Personal information
- Full name: Enzo Alves Vieira
- Date of birth: 16 September 2009 (age 16)
- Place of birth: Madrid, Spain
- Position: Forward

Team information
- Current team: Real Madrid
- Number: 39

Youth career
- 2014–2017: Santa Ana
- 2017–: Real Madrid

Senior career*
- Years: Team / Apps / (Gls)
- 2026–: Real Madrid / 0 / (0)

International career^{‡}
- 2023–2024: Spain U15 / 5 / (4)
- 2024–2025: Spain U16 / 4 / (2)
- 2025–: Spain U17 / 6 / (2)

= Enzo Alves =

Spanish professional footballer (born 2009)

Enzo Alves Vieira (born 16 September 2009) is a Spanish professional footballer who plays as a forward for La Liga club Real Madrid.

==Early life==
Alves was born in Madrid to Brazilian international footballer Marcelo and actress Clarice Alves.

==Club career==
Alves began his career with Santa Ana, where he spent three years before a move to Real Madrid, the club where his father had played for fifteen years. On his debut for the club's 'Infantil B' side, he scored a hat-trick. During his first years in the academy, he drew attention on social media as clips of his footballing ability were posted by his family.

In the 2018–19 season, Alves scored twenty-four goals, helping Real Madrid's 'Benjamin A' side to the title. Following his promotion to the 'Alevín A' side, he was part of the squad for the La Liga Promises tournament in 2021. In December of the following year, he signed his first contract with the club, having represented Real Madrid at the La Liga Promises tournament again, as the club won the competition earlier in the year.

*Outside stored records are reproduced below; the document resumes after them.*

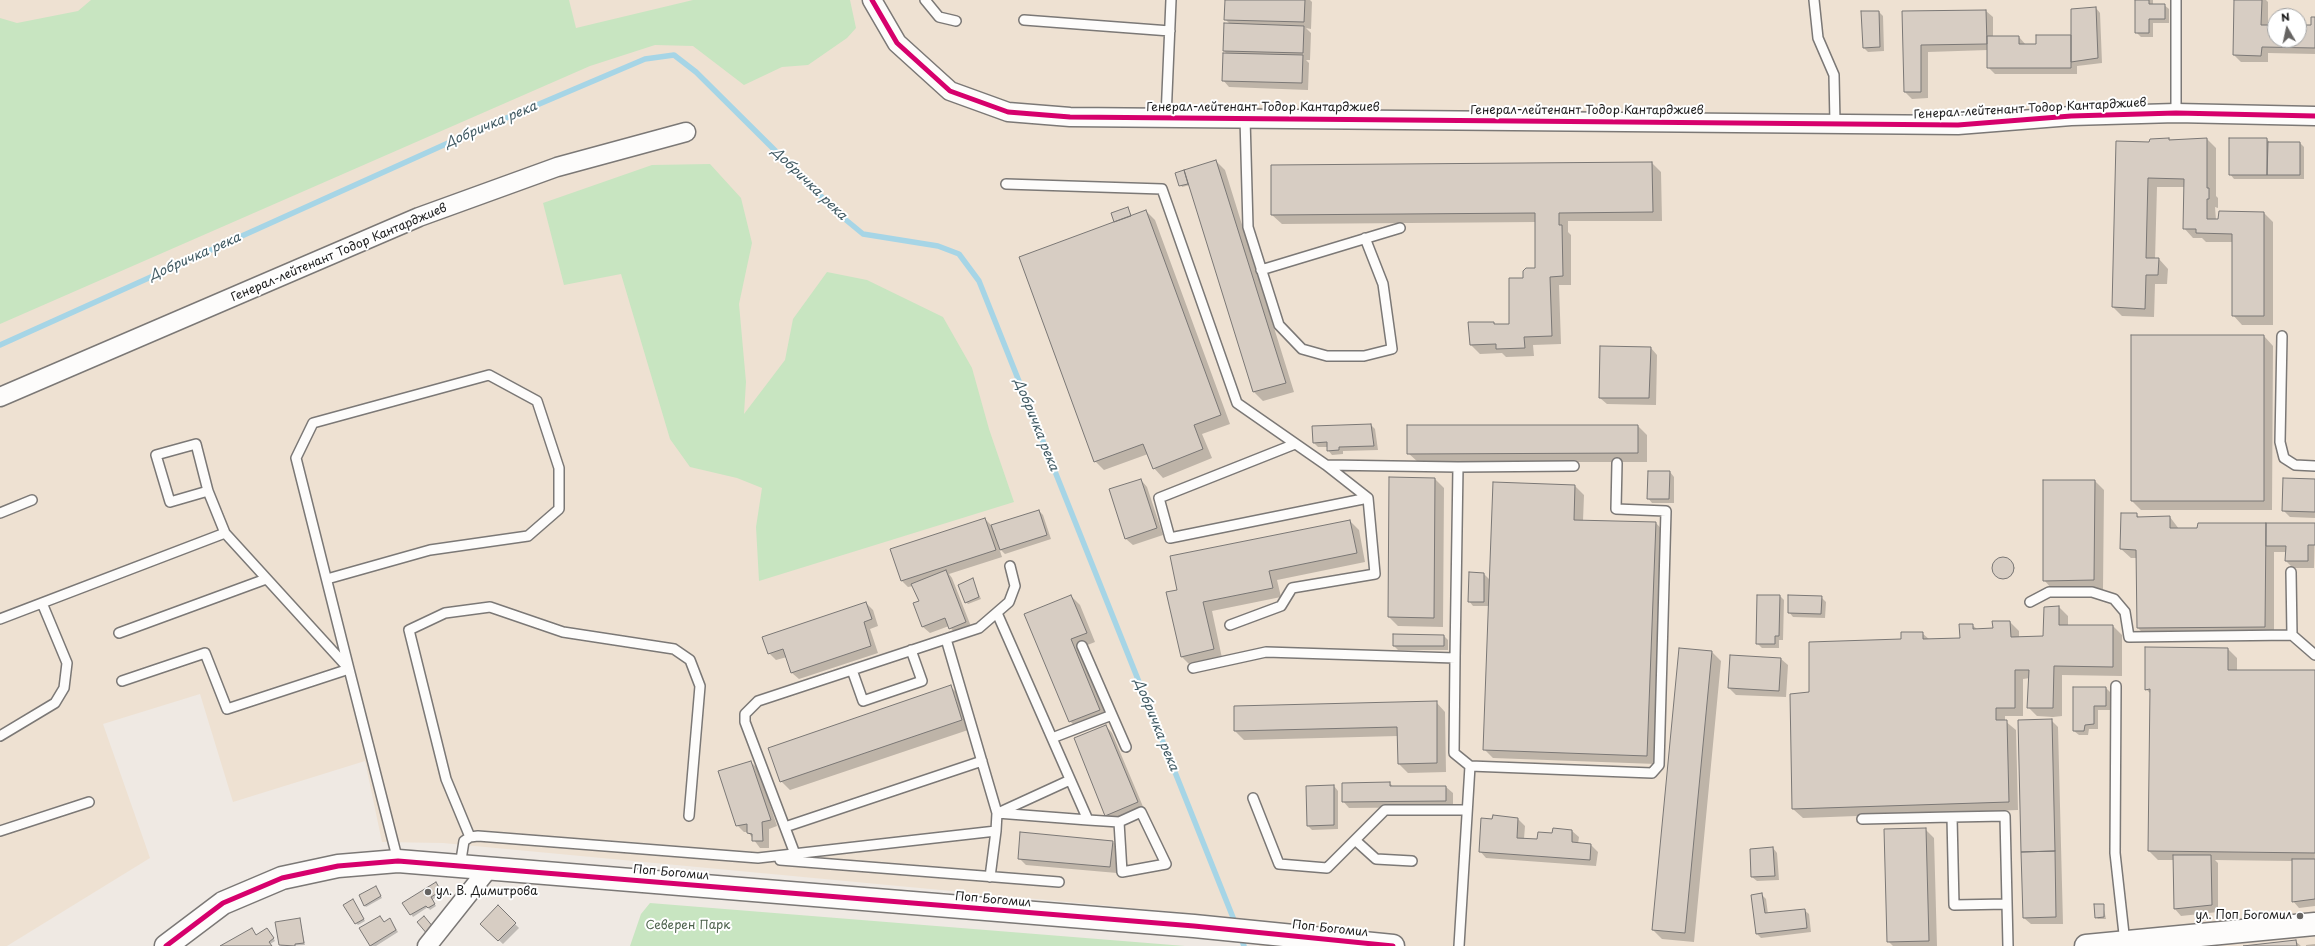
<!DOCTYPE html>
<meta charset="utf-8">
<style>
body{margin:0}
#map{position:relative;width:2315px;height:946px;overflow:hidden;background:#efe9e3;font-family:"Playpen Sans",sans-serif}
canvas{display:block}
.north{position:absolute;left:2267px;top:8px;width:40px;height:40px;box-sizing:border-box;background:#fff;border:1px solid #a4a4a4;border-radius:50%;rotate:351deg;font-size:11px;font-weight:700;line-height:16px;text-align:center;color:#1c1c1c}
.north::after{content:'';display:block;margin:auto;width:14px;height:18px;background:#666462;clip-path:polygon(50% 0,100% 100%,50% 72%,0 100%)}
</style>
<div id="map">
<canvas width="2315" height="946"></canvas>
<div class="north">N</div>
</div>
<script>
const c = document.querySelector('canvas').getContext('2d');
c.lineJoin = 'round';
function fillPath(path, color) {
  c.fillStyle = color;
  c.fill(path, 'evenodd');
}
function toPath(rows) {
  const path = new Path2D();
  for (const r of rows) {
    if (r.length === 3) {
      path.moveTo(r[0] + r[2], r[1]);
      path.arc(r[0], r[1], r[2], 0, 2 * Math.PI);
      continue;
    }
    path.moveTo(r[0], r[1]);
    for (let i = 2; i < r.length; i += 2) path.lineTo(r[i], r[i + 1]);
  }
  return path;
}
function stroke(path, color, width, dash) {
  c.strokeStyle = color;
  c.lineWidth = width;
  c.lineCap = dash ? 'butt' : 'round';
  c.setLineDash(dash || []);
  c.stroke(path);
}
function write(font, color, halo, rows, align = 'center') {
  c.font = font + ' "Playpen Sans",sans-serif';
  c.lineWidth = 4;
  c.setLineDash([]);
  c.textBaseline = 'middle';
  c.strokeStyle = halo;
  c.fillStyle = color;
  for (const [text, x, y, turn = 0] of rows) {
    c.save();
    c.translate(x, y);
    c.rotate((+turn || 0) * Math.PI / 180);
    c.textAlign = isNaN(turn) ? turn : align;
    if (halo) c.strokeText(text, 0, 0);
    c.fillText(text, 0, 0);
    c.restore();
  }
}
const built = toPath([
 [0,0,2315,0,2315,946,1259,946,1248,919,443,843,382,842,365,761,233,802,200,694,103,724,150,858,7,946,0,946],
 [2275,16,2299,16,2299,40,2275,40]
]);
const green = toPath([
 [91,0,569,0,576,28,693,0,850,0,856,28,847,38,808,65,782,67,744,85,693,46,655,45,590,66,0,324,0,18,17,23,78,11],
 [710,164,741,198,752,243,739,304,746,382,744,414,785,360,793,319,827,272,867,280,943,317,972,368,989,429,1014,502,759,581,756,527,762,488,737,478,690,467,670,439,621,274,564,285,543,203,652,165],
 [650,903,1185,946,630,946,641,914]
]);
const shadow = toPath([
 [1226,0,1310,0,1312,2,1311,29,1306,28,1311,33,1310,60,1306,60,1309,63,1308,90,1229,87,1223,80,1227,54,1224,51,1230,24,1225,19],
 [2136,0,2153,0,2153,5,2164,5,2169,9,2169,23,2153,23,2153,37,2141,37,2136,32],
 [2235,0,2266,0,2268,2,2268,26,2275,26,2275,40,2299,40,2299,26,2312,26,2315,18,2315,54,2268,53,2268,62,2241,62,2234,55],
 [2096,8,2100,13,2102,63,2077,66,2077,74,1995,74,1988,67,1988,50,1928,52,1928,98,1912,99,1905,92,1903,12,1986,11,1993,17,1993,37,2019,37,2026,45,2037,45,2072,36],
 [1879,12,1883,16,1884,51,1868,52,1864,48],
 [2207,139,2216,148,2216,196,2218,198,2218,208,2215,207,2216,220,2219,220,2220,212,2264,213,2273,222,2273,325,2242,325,2233,315,2233,242,2206,242,2202,238,2193,238,2184,228,2184,187,2157,187,2155,259,2159,259,2168,269,2167,284,2155,284,2154,317,2122,316,2113,307,2151,140],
 [2230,139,2267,139,2270,143,2300,143,2304,147,2304,179,2234,179,2230,174],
 [1216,161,1225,170,1294,392,1263,401,1254,392,1190,185,1182,187,1176,174],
 [1652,163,1661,172,1662,221,1568,221,1568,232,1571,235,1571,285,1559,285,1561,344,1533,345,1534,356,1506,357,1502,353,1480,354,1471,345,1494,323,1496,325,1510,325,1524,279,1536,269,1536,222,1282,224,1272,215,1272,166],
 [1127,208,1132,216,1146,211,1155,220,1230,424,1202,434,1212,458,1163,478,1154,468,1148,454,1104,470,1095,461,1116,222],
 [2264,336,2273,346,2272,510,2141,510,2132,501],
 [1651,348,1657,355,1656,405,1607,404,1600,398],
 [1371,425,1375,429,1378,450,1343,451,1343,454,1332,455,1328,450,1328,447,1318,447,1314,443],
 [1638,426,1647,435,1647,462,1418,462,1408,453],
 [1670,472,1674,477,1674,503,1652,503,1648,498],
 [1390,478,1435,479,1444,488,1443,627,1398,626,1389,617],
 [1141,480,1147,487,1163,535,1133,545,1126,539],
 [2315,480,2315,518,2290,517,2283,510],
 [2095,481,2104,490,2103,589,2053,590,2044,580],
 [1575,486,1584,495,1583,521,1656,523,1665,533,1656,764,1493,758,1484,749,1489,606,1473,606,1469,601,1484,574,1490,580],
 [1039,511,1043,515,1051,539,1005,554,999,548,1002,557,949,574,952,578,972,629,957,635,949,626,930,633,923,627,914,604,920,601,913,586,908,587,902,581,985,519,992,526],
 [2136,514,2140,518,2170,517,2179,529,2198,529,2199,524,2315,524,2314,568,2293,568,2286,561,2286,552,2274,552,2274,636,2147,637,2138,628,2137,558,2131,558,2121,549],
 [1350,521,1359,530,1365,562,1277,580,1281,597,1212,611,1222,658,1191,666,1182,657,1178,590],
 [2004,569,10],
 [972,579,981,599,968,604,966,602],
 [1071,596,1080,605,1095,642,1080,648,1108,719,1079,730,1070,721],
 [1780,596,1784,600,1783,640,1779,640,1779,648,1762,648,1757,643],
 [1821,597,1826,602,1825,618,1793,617,1789,612],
 [866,603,873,610,878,626,870,629,878,653,799,679,792,673,787,657,776,660,769,653],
 [2059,607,2068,616,2068,626,2113,626,2122,635,2122,676,2062,675,2062,716,2053,717,2037,716,2028,707,2030,678,2023,679,2023,716,2005,716,2005,721,2016,730,2018,810,1803,818,1793,809,1810,693,1902,640,1922,633,1930,640,1961,639,1972,625,1977,629,1994,629,2010,622,2019,631,2019,638,2044,637,2045,608],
 [1394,635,1444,636,1448,640,1448,650,1398,650,1394,646],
 [2228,649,2237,658,2237,671,2315,671,2315,906,2299,908,2293,901,2293,861,2215,860,2218,863,2218,912,2181,916,2175,909,2174,860,2158,860,2149,851,2151,694,2146,689],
 [1712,652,1721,661,1694,942,1662,939,1653,930],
 [1781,659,1788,665,1786,697,1736,695,1729,688],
 [951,687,960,696,971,729,790,790,781,781],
 [2106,688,2110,692,2110,710,2098,710,2098,729,2089,729,2088,735,2079,735,2074,731],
 [1436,702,1445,712,1446,772,1408,773,1399,764,1398,736,1244,740,1235,731],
 [2051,720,2058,727,2063,924,2031,924,2024,918],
 [1106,726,1112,733,1144,809,1113,822,1106,815],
 [751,762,758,769,777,826,769,829,769,848,760,848,748,832,744,832,737,825],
 [1390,783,1393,787,1446,787,1453,793,1453,807,1349,808,1343,801],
 [1334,786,1338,791,1338,829,1312,830,1308,826,1307,787],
 [1493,816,1518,819,1525,826,1524,839,1538,840,1553,834,1554,829,1572,831,1579,837,1578,844,1591,845,1598,852,1596,866,1486,858,1480,851],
 [1925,829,1934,838,1937,946,1893,946,1888,941],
 [1113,842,1120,848,1117,873,1026,865,1019,858],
 [1773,848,1777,853,1779,880,1757,881,1752,877],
 [437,885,442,893,432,900,436,906,430,910,428,907,413,917,404,903],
 [377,889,382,898,366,907,364,905],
 [1762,895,1766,899,1768,914,1804,910,1809,914,1811,932,1761,938,1757,934],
 [354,902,365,921,358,925,356,923],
 [2103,905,2106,919,2098,919,2096,917],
 [498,907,519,928,503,944,481,924],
 [380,917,384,923,392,922,398,932,376,946,371,946,361,928],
 [300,919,305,945,281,946,280,945],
 [269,931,275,941,270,944,272,946,222,946],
 [2295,941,2301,946,2252,946],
 [2315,944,2315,946,2306,946,2306,945]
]);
const stream = toPath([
 [0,345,457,139,645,59,674,55,696,72,840,215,863,234,938,246,959,254,979,281,1236,925],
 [1240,935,1244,946]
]);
const building = toPath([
 [1225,0,1305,0,1304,22,1224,20,1225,0],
 [2135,0,2149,0,2149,4,2165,4,2165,19,2149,19,2149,33,2135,33,2135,0],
 [2234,0,2262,0,2261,25,2275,25,2275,40,2299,40,2299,25,2311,25,2311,17,2315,17,2315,48,2262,47,2261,56,2233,55,2234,0],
 [2096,7,2098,58,2071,62,2071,9,2096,7],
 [1986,10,1987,44,1921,45,1921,92,1904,92,1902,11,1986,10],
 [1861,11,1879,11,1880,47,1863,48,1861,11],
 [1224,23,1304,26,1303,53,1223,51,1224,23],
 [2036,35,2071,35,2071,68,1987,68,1987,36,2019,36,2019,44,2036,44,2036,35],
 [1223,53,1303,55,1302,83,1222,81,1223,53],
 [2169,138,2169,140,2207,138,2207,188,2209,188,2209,199,2207,199,2207,219,2218,219,2219,211,2264,212,2264,316,2232,316,2232,234,2196,233,2196,229,2183,229,2184,179,2148,178,2146,258,2159,258,2158,275,2146,275,2145,309,2112,307,2116,141,2149,142,2150,139,2169,138],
 [2229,138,2267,138,2267,175,2229,175,2229,138],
 [2268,142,2300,142,2300,175,2267,175,2268,142],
 [1216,160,1286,383,1253,392,1184,170,1216,160],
 [1652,162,1653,212,1559,213,1559,225,1562,225,1563,276,1550,277,1552,336,1524,337,1525,348,1496,349,1496,344,1470,345,1468,322,1494,322,1494,324,1509,324,1509,278,1523,278,1523,271,1526,268,1535,268,1535,213,1271,215,1271,165,1652,162],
 [1184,170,1188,184,1179,186,1175,173,1184,170],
 [1128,207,1131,216,1114,222,1111,213,1128,207],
 [1146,210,1221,415,1194,425,1203,449,1153,469,1143,444,1094,462,1019,257,1146,210],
 [2131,335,2264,335,2264,501,2131,501,2131,335],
 [1600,346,1651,347,1649,398,1599,398,1600,346],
 [1371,424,1374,446,1339,447,1339,450,1327,451,1327,442,1313,443,1312,426,1371,424],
 [1407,425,1638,425,1638,453,1407,454,1407,425],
 [1648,471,1670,471,1669,499,1647,499,1648,471],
 [1389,477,1435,478,1434,618,1388,617,1389,477],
 [2283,478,2315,479,2315,512,2282,511,2283,478],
 [1141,479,1157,528,1125,539,1109,489,1141,479],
 [2043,480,2095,480,2094,580,2043,581,2043,480],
 [1493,482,1575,485,1574,520,1656,522,1647,756,1483,750,1493,482],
 [1039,510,1047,535,1000,550,991,525,1039,510],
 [2121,513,2137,513,2137,517,2170,516,2170,528,2197,528,2198,523,2266,523,2265,627,2137,628,2136,550,2120,549,2121,513],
 [985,518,996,550,901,581,890,549,985,518],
 [1350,520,1357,553,1269,571,1273,588,1203,602,1214,649,1181,657,1166,592,1177,590,1170,556,1350,520],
 [2266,523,2315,523,2315,545,2308,545,2308,561,2285,561,2286,546,2266,546,2266,523],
 [2003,568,11],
 [946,570,966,622,949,629,945,618,922,627,913,603,919,601,911,584,946,570],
 [1469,572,1484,573,1484,602,1468,602,1469,572],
 [973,578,979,597,965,603,958,585,973,578],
 [1071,595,1087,633,1071,639,1100,710,1069,722,1024,614,1071,595],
 [1757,595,1780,595,1779,636,1775,636,1775,644,1756,644,1757,595],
 [1788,595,1822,596,1821,614,1788,613,1788,595],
 [866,602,872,619,864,622,871,646,791,673,783,649,768,654,762,637,866,602],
 [2059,606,2059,625,2113,625,2113,667,2054,666,2053,708,2027,708,2029,670,2015,670,2015,708,1996,708,1996,720,2007,720,2009,802,1792,809,1790,694,1809,692,1809,642,1901,639,1901,632,1923,632,1923,639,1960,638,1959,624,1973,624,1973,629,1993,628,1992,621,2010,621,2011,637,2043,636,2044,607,2059,606],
 [1393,634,1444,635,1444,646,1393,646,1393,634],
 [2145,647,2228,648,2228,670,2315,670,2315,853,2148,851,2150,689,2145,690,2145,647],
 [1679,648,1712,651,1685,933,1652,930,1679,648],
 [1730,655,1781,658,1779,691,1728,688,1730,655],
 [951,685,962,720,780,782,768,748,951,685],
 [2073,687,2106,687,2106,706,2094,706,2094,724,2085,725,2084,731,2073,731,2073,687],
 [1437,701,1437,763,1398,764,1397,727,1234,731,1234,706,1437,701],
 [2052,719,2055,851,2021,852,2018,720,2052,719],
 [1106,725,1138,802,1105,816,1074,738,1106,725],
 [751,761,771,820,762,822,763,841,752,841,752,834,747,833,747,824,736,826,718,771,751,761],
 [1390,782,1390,786,1446,786,1446,801,1342,802,1342,783,1390,782],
 [1334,785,1334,825,1307,826,1306,786,1334,785],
 [1493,815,1518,818,1517,838,1537,839,1538,832,1552,833,1553,828,1572,830,1572,842,1591,844,1590,860,1479,852,1481,818,1492,819,1493,815],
 [1926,828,1929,941,1887,942,1884,829,1926,828],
 [1020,832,1113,841,1110,867,1018,859,1020,832],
 [1773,847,1775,876,1751,877,1750,849,1773,847],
 [2055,851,2056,917,2023,918,2021,852,2055,851],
 [2173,855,2211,855,2212,905,2174,909,2173,855],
 [2292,859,2315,859,2315,899,2292,902,2292,859],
 [436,882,441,891,431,897,435,904,428,908,426,906,410,915,402,903,436,882],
 [376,886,381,896,364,906,359,895,376,886],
 [1762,893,1765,913,1805,909,1807,928,1756,934,1751,895,1762,893],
 [353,899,364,919,355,924,343,905,353,899],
 [2094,904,2104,904,2104,917,2095,918,2094,904],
 [498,905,516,923,498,941,480,924,498,905],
 [380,916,384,922,390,918,396,930,370,946,359,928,380,916],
 [424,916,434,928,428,935,417,922,424,916],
 [300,918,304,943,295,944,295,946,279,945,275,922,300,918],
 [252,928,256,935,267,928,274,938,269,942,272,946,220,946,252,928],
 [2296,940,2297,946,2243,946,2296,940]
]);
const lane = toPath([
 [925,0,939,17,956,21],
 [1814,0,1818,38,1834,75,1835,123],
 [1024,20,1170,31],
 [2176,113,2176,0],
 [1166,118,1171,0],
 [1245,118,1248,227,1279,325,1302,349,1327,356,1364,356,1392,349,1383,284,1365,238],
 [1006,184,1162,189,1237,403,1326,465,1458,467],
 [1261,270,1400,228],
 [2282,336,2280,442,2284,458,2295,465,2315,466],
 [1326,465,1368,498],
 [0,513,32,500],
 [2291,572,2292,635,2315,655],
 [327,579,430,550,528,536,559,509,559,468,537,401,489,375,313,423,296,458,349,669,398,861],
 [2030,602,2049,592,2092,592,2114,599,2125,612,2129,637,2292,635],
 [0,619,225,533],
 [1230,625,1281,606,1292,588,1375,574,1368,498,1170,538,1159,498,1295,444],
 [119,633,266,579],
 [1455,658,1458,467,1574,466],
 [1193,668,1266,652,1455,658,1454,753,1470,766],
 [852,670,863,701,922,681,911,650],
 [122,681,205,653,227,709,349,669,225,533,208,491,196,444,156,455,170,502,208,491],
 [2116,686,2115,853,2125,943],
 [1112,715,1126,747],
 [0,736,55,703,64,688,67,663,42,603],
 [1052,738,1112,715,1082,646],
 [1253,798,1279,864,1327,868,1385,810,1467,810],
 [997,813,1088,820,997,613],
 [998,813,1070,780],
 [1952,817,2005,816,2008,946],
 [1862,819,1952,817,1954,905,2007,904],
 [1088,820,1119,822,1141,812,1166,864,1122,872,1119,822],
 [785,827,982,761],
 [0,831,89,802],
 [470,837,446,779,409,630,445,613,490,607,563,632,674,649,690,660,700,686,689,816],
 [1355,840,1376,859,1412,861],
 [795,854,745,722,745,714,758,701,979,628,1009,602,1015,586,1010,566],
 [780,860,1059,882],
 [460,866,464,841,470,837,478,836,758,858,996,831,997,813,946,639],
 [990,877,996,831],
 [1459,946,1470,766,1652,773,1659,765,1666,511,1616,509,1617,463]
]);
const street = toPath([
 [872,0,897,43,950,91,1008,112,1070,117,1958,125,2071,116,2176,113,2315,116],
 [0,397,419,217,557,167,686,132],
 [427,946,489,868]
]);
const secondary = toPath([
 [166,946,223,903,282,878,338,866,398,861,1194,926,1393,946],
 [2086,946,2315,924]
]);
const cycleway = toPath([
 [872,0,897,43,950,91,1008,112,1070,117,1958,125,2071,116,2176,113,2315,116],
 [166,946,223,903,282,878,338,866,398,861,1194,926,1393,946]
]);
const markers = [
 [428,892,4,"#666462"],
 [2300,916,4,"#666462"]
];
const streetNames = [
 ["Генерал-лейтенант Тодор Кантарджиев",1263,108],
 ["Генерал-лейтенант Тодор Кантарджиев",2030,109,-3],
 ["Генерал-лейтенант Тодор Кантарджиев",1587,111],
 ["Генерал-лейтенант Тодор Кантарджиев",339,253,-23],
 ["Поп Богомил",671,873,5],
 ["Поп Богомил",993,900,5],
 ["Поп Богомил",1330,929,6]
];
const poiNames = [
 ["ул. В. Димитрова",436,892],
 ["ул. Поп Богомил",2292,916,"right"]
];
const parkNames = [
 ["Северен Парк",688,926]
];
const waterNames = [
 ["Добричка река",491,125,-23],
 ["Добричка река",809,184,44],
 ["Добричка река",195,257,-24],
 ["Добричка река",1036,425,68],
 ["Добричка река",1156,725,68]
];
fillPath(built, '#eee1d2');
fillPath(green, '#c8e5c1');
fillPath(shadow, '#0003');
stroke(stream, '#a6d5e6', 5.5);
fillPath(building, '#d7cdc3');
stroke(building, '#7b7876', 1);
stroke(lane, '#7b7876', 12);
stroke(street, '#7b7876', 21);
stroke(secondary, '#7b7876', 25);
stroke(lane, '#fdfcfb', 9);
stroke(street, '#fdfcfb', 18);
stroke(secondary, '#fdfcfb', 22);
stroke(cycleway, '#d6006c', 5);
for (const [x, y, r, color] of markers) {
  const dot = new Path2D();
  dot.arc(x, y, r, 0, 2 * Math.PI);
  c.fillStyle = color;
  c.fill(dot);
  stroke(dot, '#fff', 1.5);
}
write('12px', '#1c1c1c', '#fff', streetNames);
write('12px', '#1c1c1c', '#fff', poiNames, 'left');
write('12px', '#4d614c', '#fff', parkNames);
write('italic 13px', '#415a63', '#fff', waterNames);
</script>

Promoted to the 'Infantil A' side in the 2022–23 season, Alves notably scored a twenty-minute hat-trick against rivals Atlético Madrid on 11 January 2023 as his side won 5–2. In his first hundred games for the youth teams of Real Madrid, he scored 105 goals, earning praise from Spanish sports newspaper Marca for his goal-scoring ability, being labelled a "scoring machine".

==International career==
Though both of his parents are Brazilian, he was born in Spain, making him eligible to represent both nations. In April 2023, he chose to represent Spain, having been called up to their under-15 side for the Pinatar Cup. He made his debut for the side in the final game, featuring in a 2–1 win against England.